The FCA conducted thematic work which found some firms held themselves out as ‘independent’ but failed to demonstrate that they actually were. In many ways, advisers being ‘independent’ as opposed to ‘whole of market’ is more onerous for the adviser; he/she needs to consider a wider range of products. Now the industry is meeting this challenge, as intended. With higher professionalism, advisers should be capable of providing more holistic advice. Advisers are better equipped with wider and deeper knowledge. Built on this foundation, customers should be getting better outcomes.

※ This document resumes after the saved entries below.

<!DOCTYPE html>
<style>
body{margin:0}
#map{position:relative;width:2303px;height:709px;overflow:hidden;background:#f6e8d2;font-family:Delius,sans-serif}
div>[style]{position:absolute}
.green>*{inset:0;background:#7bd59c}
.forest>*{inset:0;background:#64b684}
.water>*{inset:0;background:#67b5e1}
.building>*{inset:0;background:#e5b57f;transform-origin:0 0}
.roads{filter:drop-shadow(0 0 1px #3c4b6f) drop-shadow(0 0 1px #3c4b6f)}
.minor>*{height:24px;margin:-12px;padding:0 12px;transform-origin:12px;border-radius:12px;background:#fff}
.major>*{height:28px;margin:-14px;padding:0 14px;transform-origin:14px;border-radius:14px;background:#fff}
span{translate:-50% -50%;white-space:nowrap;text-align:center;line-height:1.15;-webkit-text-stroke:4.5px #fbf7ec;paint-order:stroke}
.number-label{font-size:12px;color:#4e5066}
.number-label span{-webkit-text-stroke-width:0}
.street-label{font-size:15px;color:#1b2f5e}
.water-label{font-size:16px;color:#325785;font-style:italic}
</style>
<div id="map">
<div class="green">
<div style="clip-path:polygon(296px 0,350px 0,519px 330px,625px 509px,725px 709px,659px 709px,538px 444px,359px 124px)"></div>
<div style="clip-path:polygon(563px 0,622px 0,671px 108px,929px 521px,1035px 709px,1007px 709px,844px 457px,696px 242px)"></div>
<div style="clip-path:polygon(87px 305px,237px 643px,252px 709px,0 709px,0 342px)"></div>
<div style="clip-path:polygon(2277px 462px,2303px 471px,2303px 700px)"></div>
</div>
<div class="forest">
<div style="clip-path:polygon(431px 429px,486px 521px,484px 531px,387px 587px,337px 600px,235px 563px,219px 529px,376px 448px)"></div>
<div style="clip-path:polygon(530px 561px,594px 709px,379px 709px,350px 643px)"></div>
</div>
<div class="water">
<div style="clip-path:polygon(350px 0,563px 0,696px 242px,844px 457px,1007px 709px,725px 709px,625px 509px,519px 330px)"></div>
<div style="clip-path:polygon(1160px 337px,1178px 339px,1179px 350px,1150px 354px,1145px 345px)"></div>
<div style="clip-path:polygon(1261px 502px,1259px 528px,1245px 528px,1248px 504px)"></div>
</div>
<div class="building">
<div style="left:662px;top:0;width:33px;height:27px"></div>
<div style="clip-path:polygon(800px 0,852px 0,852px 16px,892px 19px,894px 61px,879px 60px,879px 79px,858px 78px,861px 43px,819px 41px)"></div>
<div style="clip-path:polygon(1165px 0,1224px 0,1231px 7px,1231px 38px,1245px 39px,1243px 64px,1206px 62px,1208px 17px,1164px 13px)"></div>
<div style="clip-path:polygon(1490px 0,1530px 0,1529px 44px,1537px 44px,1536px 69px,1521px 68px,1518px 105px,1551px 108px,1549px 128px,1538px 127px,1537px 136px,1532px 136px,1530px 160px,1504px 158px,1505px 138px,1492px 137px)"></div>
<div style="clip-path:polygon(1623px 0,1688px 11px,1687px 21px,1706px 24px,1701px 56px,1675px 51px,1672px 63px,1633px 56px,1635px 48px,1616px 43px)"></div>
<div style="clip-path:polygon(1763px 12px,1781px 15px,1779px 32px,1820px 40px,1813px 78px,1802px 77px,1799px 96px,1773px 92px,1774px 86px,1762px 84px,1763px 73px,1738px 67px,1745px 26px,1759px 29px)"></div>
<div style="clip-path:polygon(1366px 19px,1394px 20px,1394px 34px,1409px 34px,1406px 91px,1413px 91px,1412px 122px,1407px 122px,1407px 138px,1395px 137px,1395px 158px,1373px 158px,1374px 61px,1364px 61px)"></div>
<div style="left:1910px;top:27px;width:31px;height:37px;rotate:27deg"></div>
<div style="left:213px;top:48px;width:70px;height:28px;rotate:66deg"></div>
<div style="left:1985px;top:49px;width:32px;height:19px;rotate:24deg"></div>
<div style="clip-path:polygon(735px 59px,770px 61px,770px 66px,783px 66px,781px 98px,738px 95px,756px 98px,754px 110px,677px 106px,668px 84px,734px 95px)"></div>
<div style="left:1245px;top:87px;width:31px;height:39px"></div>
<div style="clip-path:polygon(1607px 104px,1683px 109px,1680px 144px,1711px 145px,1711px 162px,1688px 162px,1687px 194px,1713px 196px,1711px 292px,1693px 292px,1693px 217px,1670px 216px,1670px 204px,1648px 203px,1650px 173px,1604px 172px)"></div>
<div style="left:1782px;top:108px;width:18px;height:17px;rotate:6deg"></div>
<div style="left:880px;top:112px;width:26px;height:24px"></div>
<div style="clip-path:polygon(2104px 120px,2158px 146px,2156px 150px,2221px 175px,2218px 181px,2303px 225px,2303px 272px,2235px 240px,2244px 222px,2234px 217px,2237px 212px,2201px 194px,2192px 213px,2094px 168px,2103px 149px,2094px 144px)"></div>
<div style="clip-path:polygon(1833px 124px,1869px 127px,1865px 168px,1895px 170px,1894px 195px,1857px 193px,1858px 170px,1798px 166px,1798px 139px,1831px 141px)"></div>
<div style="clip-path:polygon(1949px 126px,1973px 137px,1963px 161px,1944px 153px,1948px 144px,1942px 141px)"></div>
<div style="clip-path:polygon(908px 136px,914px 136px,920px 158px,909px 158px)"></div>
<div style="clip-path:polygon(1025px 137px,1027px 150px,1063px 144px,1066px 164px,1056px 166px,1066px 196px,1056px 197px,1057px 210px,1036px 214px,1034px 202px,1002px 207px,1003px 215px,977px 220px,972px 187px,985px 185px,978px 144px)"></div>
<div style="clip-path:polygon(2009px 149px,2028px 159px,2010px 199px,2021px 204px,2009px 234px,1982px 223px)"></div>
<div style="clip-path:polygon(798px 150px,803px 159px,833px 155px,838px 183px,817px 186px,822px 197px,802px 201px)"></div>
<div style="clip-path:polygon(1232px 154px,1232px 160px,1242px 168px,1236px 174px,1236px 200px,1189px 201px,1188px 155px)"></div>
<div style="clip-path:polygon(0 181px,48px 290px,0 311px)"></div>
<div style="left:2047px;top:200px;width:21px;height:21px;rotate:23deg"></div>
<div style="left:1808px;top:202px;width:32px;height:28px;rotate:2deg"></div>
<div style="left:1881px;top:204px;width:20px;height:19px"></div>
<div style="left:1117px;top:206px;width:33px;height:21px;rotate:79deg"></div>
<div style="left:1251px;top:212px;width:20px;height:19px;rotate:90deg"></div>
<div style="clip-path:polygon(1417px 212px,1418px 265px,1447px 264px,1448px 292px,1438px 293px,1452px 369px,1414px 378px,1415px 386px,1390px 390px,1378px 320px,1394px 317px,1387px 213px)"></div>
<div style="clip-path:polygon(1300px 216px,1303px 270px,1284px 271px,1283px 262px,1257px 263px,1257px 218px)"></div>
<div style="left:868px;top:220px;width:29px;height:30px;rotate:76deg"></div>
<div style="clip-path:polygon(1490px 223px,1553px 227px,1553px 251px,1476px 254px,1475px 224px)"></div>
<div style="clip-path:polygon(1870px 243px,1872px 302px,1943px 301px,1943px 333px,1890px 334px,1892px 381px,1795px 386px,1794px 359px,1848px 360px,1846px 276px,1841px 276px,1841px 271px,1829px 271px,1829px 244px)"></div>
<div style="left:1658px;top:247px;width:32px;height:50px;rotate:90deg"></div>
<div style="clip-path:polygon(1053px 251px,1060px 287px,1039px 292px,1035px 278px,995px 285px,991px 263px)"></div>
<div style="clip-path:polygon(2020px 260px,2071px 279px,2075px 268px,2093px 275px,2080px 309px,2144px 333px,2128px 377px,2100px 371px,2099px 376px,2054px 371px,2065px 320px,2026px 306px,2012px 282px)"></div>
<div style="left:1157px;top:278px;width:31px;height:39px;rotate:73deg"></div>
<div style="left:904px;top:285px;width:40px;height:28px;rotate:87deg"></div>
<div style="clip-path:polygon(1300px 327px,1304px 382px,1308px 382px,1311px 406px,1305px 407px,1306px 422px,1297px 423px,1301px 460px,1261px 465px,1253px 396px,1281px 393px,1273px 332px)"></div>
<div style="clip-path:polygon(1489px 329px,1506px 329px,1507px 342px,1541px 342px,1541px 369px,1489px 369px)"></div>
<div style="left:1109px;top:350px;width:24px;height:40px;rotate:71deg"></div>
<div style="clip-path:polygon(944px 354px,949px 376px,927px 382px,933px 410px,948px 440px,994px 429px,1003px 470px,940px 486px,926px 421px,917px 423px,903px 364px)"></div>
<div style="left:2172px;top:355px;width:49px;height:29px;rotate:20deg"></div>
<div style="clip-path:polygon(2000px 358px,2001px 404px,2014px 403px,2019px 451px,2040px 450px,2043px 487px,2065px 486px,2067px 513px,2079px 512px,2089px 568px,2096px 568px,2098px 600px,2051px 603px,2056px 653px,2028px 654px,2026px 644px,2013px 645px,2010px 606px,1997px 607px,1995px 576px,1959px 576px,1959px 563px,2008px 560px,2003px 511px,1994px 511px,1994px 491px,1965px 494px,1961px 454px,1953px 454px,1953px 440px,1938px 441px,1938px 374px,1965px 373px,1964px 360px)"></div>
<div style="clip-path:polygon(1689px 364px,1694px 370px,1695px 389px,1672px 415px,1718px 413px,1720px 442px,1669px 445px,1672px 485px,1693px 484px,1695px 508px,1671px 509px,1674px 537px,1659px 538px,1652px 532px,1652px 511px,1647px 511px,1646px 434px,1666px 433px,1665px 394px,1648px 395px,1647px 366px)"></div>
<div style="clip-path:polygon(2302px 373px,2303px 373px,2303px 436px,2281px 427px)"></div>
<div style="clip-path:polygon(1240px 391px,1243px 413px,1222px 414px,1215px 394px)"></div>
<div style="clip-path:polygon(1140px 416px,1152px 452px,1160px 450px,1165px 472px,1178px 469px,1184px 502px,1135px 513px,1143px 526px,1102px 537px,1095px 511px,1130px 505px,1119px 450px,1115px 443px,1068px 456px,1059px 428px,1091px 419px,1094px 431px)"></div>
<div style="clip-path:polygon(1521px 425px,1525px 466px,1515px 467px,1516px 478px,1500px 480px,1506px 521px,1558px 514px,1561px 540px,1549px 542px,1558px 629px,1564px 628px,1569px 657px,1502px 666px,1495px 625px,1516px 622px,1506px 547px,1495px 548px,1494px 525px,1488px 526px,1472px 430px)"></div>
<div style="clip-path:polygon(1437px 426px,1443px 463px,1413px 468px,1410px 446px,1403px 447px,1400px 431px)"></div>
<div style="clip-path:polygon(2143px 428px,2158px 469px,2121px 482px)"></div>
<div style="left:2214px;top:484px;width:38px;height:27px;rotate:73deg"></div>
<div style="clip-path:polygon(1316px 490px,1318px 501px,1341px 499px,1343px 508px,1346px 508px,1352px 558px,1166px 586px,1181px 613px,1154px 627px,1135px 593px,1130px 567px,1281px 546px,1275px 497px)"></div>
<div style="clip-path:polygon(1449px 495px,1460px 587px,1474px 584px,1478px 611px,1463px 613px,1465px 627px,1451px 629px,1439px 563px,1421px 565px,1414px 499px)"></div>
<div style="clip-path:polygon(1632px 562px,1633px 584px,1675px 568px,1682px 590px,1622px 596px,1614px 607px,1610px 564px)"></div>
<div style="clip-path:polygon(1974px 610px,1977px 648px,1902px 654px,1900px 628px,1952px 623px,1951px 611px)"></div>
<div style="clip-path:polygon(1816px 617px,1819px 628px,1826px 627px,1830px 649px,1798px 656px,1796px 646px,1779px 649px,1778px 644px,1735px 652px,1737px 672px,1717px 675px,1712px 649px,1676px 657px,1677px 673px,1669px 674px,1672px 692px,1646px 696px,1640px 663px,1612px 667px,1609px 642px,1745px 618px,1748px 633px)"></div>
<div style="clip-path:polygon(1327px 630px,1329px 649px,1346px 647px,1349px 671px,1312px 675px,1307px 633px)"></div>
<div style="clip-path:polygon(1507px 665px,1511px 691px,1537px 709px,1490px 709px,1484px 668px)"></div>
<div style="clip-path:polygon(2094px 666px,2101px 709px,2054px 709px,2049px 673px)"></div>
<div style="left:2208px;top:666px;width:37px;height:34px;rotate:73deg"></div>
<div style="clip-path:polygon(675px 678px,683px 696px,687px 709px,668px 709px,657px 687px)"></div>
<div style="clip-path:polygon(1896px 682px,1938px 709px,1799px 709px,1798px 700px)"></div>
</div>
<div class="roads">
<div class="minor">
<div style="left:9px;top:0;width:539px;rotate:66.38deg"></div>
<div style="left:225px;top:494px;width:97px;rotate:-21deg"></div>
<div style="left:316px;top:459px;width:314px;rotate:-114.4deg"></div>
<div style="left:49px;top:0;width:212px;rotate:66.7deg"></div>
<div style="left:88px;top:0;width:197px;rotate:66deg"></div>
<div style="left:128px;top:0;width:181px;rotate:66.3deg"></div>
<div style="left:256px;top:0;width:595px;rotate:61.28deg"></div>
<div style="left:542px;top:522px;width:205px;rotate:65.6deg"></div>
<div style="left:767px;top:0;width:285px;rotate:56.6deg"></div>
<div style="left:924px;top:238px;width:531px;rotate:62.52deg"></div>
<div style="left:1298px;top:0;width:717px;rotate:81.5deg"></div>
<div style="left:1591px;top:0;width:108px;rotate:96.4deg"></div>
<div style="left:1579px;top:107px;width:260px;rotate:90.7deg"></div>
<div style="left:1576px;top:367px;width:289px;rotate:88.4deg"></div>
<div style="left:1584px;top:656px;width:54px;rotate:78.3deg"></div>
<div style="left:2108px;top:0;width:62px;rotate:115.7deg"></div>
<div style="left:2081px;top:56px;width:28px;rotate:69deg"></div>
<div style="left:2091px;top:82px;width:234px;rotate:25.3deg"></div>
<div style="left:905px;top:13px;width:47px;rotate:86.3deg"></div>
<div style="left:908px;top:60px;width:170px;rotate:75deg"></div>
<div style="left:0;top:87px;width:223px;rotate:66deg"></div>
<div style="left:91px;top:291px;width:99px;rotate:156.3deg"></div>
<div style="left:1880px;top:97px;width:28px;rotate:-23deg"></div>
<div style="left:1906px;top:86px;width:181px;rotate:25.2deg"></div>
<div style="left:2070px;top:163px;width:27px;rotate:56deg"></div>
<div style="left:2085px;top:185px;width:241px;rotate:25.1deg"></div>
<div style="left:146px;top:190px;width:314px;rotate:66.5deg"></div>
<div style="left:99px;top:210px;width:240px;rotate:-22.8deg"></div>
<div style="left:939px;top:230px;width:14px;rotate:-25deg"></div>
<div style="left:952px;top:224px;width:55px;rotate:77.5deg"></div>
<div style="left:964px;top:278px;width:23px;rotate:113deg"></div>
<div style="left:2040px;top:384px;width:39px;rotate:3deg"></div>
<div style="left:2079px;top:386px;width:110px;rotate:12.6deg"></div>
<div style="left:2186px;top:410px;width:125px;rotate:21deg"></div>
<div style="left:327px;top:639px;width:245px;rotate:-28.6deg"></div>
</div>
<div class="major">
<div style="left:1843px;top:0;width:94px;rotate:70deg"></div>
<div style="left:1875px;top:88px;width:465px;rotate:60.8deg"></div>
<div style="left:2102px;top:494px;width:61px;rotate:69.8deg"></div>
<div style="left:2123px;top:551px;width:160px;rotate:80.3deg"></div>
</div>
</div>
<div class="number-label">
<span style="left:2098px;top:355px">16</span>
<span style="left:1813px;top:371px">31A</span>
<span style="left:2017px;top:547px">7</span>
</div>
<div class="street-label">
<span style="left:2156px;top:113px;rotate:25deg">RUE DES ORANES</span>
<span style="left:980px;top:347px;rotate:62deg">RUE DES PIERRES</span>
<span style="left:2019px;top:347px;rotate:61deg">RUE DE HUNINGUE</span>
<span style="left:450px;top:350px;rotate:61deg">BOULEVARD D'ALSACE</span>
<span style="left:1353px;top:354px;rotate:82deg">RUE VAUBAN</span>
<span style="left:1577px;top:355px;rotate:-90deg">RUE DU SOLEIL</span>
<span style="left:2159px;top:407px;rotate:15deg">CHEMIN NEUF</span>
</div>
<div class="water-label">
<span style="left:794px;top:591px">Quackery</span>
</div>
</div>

On adviser charging, the FCA thematic work found that the level of charges needs to be clearer to customers, particularly in cash terms. Also covered in FCA thematic work, advisers held themselves out as offering ‘restricted’ advice but failed to explain the restriction. There have been calls for FCA to review the ‘independent’ and ‘restricted’ labels, but now is surely a time for stability. Greater clarity around ‘independence’ and engagement with firms is required from the FCA to help firms achieve better customer outcomes.

What should firms do now?

To succeed in the post RDR world, firms must focus in FCA terms on ‘good customer outcomes’: put the customer at the heart of their decision making. In RDR terms this means:

  • Clearly explaining the proposition to customers
    – If independent, make sure the full range of retail investment products is considered. A ‘one size fits all’ proposition will not be appropriate
    – If restricted, they must ensure they explain the nature of that restriction clearly to customers
  • Ensuring customers understand the cost of advice
  • Ensuring customers clearly understand the nature of the ongoing service. Does the language make clear how it works in practice? Will the customer be surprised further down the line?
  • Perhaps most importantly, business models need to be sustainable. That provides greater protection for customers

For those firms currently outside the retail investment space, such as bankassurers, this is a time to be innovative – putting together new propositions which are sustainable and which are good for customers. That may mean greater use of an internet-based solution. It certainly involves being more imaginative in putting together a quality advice solution which is affordable to the customer whilst at the same time is commercially viable for the firm. In the medium term, the gap left by the banks in particular will be filled with new propositions. The challenge is to ensure those new propositions are good for the customer.

A glass half full or half empty? Seen this way, it is half full. The market is now based on much stronger foundations and can build on those.